Larry Summers is wrong. It's not about the top incomes versus the bottom. It's the top versus everyone else, by @DavidOAtkins

Larry Summers is wrong. It's not about the top incomes versus the bottom. It's the top versus everyone else

by David Atkins

This Politico article highlighting Home Depot founder Ken Lagone's latest foolishness comparing class consciousness rhetoric to Nazism is getting some decent attention. But there's one particular quote in it from our old friend Larry Summers that requires special examination:

“Reducing inequality is good, but it’s 50 times better to do it by lifting those up who are low than by tearing those down who are high,” said Larry Summers, the former treasury secretary whose bid to become Fed chair got derailed by the more liberal wing of the Democratic Party. “The politics of envy are the wrong politics in America. The better politics are the politics of inclusion where everyone shares in economic growth.”
This, perfectly encapsulated, is everything that is wrong with the neoliberalism and the upper echelons of Democratic Party politics today.

People like Larry Summers have an ingrained belief that life is pretty good for most Americans, and that all we need do is expand social equality while ensuring a basic safety net for "those who are low." That is a convenient fiction for men as wealthy as Summers.

In reality, the American middle class is struggling badly. Most who aren't in the top 10% of American incomes--and even many of those who are--are seeing their standards of living decline.

90% of Americans are working longer hours than ever before, with less job security than ever before. Staggering numbers of Americans are underemployed in jobs they hate. The costs of education, healthcare, childcare, housing and retirement are rising rapidly. Entire industries are disappearing almost overnight due to mechanization, outsourcing deskilling and flattening of the labor market.

People are scared and angry. They have every right to be. The top 1% of incomes are taking greater and greater shares of the wealth as everyone else stagnates or falls into decline.

Functionally speaking, there is no way for everyone to share more in economic growth without taking back some of the ill-gotten wealth being hoarded by the top 1%. As Piketty's recent book demonstrates, letting inequality continue to spiral out of control is bad not just for the social fabric, but even for raw economic growth. That's not the politics of envy talking. That's basic economics and common sense.

But Summers' rhetoric is all too typical of the neoliberal error that has helped to seriously damage the Democratic Party's brand.
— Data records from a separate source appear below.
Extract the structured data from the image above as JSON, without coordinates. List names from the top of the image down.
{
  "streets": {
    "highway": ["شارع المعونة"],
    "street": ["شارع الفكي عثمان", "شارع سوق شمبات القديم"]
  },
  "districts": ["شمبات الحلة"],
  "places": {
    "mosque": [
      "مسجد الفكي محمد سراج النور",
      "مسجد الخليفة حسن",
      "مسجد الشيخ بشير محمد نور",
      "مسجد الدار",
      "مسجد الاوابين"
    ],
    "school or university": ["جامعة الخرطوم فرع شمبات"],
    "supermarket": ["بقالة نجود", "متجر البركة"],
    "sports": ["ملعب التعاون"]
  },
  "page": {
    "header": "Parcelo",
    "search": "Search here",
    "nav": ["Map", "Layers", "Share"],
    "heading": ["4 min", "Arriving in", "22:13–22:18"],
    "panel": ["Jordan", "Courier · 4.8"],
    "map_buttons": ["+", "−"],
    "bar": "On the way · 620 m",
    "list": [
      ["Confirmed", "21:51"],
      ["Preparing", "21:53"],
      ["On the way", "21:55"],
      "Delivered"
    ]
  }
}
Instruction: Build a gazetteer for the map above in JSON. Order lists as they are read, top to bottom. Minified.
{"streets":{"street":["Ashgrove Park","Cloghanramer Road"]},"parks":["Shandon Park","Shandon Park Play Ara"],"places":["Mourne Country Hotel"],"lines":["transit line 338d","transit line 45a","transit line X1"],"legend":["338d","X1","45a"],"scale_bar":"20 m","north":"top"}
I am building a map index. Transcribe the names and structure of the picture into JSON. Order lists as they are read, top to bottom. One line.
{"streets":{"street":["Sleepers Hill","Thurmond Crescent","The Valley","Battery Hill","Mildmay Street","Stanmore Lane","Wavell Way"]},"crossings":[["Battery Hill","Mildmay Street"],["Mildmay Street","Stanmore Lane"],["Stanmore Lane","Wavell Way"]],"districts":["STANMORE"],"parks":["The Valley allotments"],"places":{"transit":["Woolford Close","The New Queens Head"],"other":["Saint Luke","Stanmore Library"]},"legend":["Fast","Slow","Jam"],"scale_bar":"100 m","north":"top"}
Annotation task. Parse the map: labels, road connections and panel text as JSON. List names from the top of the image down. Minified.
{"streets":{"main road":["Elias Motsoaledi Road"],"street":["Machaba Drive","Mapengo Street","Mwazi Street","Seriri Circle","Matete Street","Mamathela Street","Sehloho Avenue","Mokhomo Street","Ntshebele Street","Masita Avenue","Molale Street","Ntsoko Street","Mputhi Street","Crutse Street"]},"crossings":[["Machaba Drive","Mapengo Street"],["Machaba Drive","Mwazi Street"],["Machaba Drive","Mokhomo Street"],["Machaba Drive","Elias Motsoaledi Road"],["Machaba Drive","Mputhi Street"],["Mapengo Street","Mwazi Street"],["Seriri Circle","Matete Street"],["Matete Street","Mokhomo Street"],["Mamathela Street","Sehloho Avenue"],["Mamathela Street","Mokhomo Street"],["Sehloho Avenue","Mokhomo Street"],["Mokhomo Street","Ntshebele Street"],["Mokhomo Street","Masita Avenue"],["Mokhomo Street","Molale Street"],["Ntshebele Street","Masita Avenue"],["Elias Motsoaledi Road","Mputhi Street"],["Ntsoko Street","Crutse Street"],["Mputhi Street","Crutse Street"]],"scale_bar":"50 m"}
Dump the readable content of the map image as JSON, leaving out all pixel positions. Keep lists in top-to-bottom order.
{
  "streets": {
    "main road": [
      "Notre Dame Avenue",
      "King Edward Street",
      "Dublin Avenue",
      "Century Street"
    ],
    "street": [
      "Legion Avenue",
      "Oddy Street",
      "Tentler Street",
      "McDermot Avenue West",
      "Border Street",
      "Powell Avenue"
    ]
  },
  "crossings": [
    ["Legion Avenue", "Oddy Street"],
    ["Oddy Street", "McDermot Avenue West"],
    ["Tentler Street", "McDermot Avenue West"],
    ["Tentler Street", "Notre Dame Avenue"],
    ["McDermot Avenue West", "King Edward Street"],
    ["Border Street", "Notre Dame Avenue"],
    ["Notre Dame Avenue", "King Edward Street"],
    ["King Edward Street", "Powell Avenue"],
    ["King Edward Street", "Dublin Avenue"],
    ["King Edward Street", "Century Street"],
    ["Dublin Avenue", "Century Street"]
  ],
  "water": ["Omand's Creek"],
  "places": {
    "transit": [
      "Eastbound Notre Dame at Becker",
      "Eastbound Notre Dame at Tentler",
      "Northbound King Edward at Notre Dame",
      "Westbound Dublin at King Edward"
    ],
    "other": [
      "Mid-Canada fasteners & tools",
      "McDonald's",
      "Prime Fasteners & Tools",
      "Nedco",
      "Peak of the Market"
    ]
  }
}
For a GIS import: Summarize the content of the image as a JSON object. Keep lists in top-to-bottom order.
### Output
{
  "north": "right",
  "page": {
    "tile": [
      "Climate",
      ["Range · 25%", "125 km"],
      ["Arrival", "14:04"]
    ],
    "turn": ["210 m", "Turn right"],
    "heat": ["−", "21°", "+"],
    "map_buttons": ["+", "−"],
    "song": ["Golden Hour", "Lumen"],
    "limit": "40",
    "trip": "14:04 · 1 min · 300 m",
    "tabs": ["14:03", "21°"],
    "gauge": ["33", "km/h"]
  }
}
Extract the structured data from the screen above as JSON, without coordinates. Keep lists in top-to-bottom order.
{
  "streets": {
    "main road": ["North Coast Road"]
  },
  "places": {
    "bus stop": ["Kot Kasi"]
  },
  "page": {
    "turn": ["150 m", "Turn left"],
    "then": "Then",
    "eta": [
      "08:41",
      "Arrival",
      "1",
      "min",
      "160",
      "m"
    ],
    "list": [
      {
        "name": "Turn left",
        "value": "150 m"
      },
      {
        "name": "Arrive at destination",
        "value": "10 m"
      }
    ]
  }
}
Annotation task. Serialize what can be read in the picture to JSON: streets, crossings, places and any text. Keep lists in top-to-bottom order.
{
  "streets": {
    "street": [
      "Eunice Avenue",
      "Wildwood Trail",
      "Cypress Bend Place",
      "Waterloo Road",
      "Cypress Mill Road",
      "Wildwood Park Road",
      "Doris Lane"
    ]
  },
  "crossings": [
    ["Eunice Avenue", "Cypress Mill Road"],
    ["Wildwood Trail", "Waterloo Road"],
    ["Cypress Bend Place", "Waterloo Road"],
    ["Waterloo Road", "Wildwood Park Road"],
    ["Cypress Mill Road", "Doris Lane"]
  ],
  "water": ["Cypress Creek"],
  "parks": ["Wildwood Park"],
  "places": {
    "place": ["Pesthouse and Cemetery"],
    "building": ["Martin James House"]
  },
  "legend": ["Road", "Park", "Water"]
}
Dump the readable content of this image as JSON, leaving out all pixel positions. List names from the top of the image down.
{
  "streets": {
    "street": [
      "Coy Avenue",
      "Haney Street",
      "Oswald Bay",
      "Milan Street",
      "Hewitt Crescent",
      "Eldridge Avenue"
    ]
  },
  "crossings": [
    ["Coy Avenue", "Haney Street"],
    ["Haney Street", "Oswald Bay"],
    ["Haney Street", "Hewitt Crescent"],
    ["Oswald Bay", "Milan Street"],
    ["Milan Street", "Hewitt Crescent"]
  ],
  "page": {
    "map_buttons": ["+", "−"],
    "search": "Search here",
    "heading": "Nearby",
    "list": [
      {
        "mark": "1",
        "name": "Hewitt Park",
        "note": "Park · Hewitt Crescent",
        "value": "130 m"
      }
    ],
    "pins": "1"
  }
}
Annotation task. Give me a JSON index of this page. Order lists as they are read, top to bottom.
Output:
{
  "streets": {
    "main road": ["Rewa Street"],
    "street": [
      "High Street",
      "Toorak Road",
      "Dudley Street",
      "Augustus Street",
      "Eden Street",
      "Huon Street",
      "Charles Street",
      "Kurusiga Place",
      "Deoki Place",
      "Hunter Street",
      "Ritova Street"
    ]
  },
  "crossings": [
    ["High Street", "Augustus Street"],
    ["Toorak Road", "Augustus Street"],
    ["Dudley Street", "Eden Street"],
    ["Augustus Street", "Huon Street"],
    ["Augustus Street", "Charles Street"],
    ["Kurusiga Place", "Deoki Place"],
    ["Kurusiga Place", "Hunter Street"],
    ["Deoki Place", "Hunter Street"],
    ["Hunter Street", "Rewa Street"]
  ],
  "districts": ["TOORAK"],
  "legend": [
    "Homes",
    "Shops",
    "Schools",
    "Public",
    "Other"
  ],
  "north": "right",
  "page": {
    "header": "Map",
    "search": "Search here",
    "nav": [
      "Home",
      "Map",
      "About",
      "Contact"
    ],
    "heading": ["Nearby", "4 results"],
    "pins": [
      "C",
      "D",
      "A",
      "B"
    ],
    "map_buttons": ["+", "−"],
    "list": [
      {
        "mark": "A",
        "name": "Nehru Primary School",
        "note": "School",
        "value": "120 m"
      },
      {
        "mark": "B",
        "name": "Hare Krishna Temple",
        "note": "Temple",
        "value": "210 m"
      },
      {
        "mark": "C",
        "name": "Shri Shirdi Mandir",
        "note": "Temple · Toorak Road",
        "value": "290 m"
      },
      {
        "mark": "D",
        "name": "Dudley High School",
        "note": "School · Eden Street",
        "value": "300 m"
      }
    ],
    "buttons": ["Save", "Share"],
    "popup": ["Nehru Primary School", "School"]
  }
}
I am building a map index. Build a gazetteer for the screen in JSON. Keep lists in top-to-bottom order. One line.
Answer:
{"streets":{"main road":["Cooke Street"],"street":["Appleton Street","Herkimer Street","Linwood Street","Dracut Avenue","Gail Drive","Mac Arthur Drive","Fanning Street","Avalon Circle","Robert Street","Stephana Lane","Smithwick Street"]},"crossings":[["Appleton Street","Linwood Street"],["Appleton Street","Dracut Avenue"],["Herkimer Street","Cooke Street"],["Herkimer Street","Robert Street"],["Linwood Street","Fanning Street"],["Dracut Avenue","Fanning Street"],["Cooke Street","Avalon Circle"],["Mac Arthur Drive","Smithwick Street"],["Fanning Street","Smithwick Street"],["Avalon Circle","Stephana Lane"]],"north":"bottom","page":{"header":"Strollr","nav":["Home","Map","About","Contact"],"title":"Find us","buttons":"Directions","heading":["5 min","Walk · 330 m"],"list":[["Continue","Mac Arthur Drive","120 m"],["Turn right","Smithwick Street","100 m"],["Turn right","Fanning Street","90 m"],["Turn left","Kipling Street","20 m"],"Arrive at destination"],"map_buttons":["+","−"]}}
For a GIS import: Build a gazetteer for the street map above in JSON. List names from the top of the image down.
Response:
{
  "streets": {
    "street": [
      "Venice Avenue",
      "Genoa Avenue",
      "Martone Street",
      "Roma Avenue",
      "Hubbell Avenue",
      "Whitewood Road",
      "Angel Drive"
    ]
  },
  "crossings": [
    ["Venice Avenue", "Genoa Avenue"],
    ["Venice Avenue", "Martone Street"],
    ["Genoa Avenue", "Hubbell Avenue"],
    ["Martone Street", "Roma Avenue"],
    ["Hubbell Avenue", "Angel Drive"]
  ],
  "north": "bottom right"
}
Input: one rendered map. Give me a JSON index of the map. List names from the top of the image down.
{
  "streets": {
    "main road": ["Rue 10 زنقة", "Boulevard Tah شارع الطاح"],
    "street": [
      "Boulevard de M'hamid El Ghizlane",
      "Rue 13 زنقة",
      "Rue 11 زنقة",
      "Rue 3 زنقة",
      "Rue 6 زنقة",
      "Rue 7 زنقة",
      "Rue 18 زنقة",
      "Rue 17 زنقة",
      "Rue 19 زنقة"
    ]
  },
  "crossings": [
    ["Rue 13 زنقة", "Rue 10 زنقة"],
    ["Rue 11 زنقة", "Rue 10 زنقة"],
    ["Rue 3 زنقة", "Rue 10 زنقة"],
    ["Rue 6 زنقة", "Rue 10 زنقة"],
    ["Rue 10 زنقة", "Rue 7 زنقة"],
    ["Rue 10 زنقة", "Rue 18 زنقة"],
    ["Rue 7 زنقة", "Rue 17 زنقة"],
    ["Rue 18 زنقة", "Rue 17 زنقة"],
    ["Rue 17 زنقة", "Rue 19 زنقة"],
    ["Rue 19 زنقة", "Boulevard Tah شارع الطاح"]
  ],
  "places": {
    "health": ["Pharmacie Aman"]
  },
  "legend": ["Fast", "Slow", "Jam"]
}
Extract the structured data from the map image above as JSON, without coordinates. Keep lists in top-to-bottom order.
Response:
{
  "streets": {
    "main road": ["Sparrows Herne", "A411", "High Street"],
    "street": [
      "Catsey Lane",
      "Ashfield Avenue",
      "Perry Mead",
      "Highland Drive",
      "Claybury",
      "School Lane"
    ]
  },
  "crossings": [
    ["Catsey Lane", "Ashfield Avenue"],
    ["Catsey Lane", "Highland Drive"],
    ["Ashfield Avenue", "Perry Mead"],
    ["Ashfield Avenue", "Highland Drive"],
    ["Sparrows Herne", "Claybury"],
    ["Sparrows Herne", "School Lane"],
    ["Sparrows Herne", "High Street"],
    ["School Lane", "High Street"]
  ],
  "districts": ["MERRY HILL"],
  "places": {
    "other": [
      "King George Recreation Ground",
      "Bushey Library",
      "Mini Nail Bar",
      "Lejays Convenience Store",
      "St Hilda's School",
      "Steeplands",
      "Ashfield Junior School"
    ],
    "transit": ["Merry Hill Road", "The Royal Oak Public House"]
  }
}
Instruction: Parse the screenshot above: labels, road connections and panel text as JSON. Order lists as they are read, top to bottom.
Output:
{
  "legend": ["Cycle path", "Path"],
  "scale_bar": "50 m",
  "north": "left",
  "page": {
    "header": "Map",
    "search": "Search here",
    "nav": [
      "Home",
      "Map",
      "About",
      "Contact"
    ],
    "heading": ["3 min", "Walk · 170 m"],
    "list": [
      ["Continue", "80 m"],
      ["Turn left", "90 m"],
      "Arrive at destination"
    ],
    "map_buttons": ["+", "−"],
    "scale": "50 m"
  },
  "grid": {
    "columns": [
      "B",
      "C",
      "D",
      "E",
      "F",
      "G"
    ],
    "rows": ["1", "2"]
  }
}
As I said a couple of weeks ago:

Not surprisingly, the Left responded to this by cozying up to moneyed power and by shifting its focus away from questioning the assumptions of the flawed capitalist pseudo-meritocracy, and toward attempting to expand access to that meritocracy to everyone. That shift allowed the Left to hold together its social coalitions while maintaining access and influence to big money donors. The "era of big government was over." Trade protections for workers, regulations on the financial industry, and taxes on the wealthy were all eliminated by bipartisan consent. The left, meanwhile, became singularly focused on social issues and on making sure that the poorest Americans didn't suffer too badly in the brave new plutocracy.

And thus was born the "New Left" whose organizing principle is that society will be perfected when even a transgendered racial and religious minority can also become a plutocrat or head of state, so long as not too many people are dying on the street without access to food or healthcare. Toward that end, the New Left focused on electing politicians who would in turn appoint judges to help that withered vision become a reality.

As an organizing principle in a world of Rightist economic dominance, it's not completely terrible. But it's a guaranteed loser in the present as well as the near and long-term future.

The middle classes in industrialized countries are collapsing worldwide as the plutonomy grows ever more unequal. Households that already pushed women into the workforce to make up for wage deflation and inflation in housing costs no longer have anywhere to turn, except toward the sorts of multi-generational arrangements usually seen in less developed economies. The cost of both housing and education has skyrocketed to the point that younger generations have been basically squeezed out of the economy entirely even as older generations desperately cling to the remaining assets and social insurance they have. Technological change is causing entire industries to disappear almost overnight, with very few jobs to replace them--a trend that is rapidly accelerating.

The result of all of this negative change is a population that is appropriately scared, desperate, and angry. Both the poor and the middle class feel threatened and increasingly pessimistic. Opinions of elite institutions across the board are at an all time low. Whether on the right or left, few believe anymore that anyone in government, business, or politics is actually looking out for their interests. In a world like this, the move to ensure that every single individual in society has an equal, infinitesimal chance to become obscenely rich loses its moral force. The rhetoric around "making sure that no one is left behind" in starvation and penury is far less compelling when the entire middle class feels like it's being left behind.
If the Democratic Party wants to remain a vibrant force in an increasingly desperate future, it will turn away from the likes of Larry Summers and embrace the more populist rhetoric of Elizabeth Warren and Bill DeBlasio. It's not just good politics and good morals. It's good economics, too.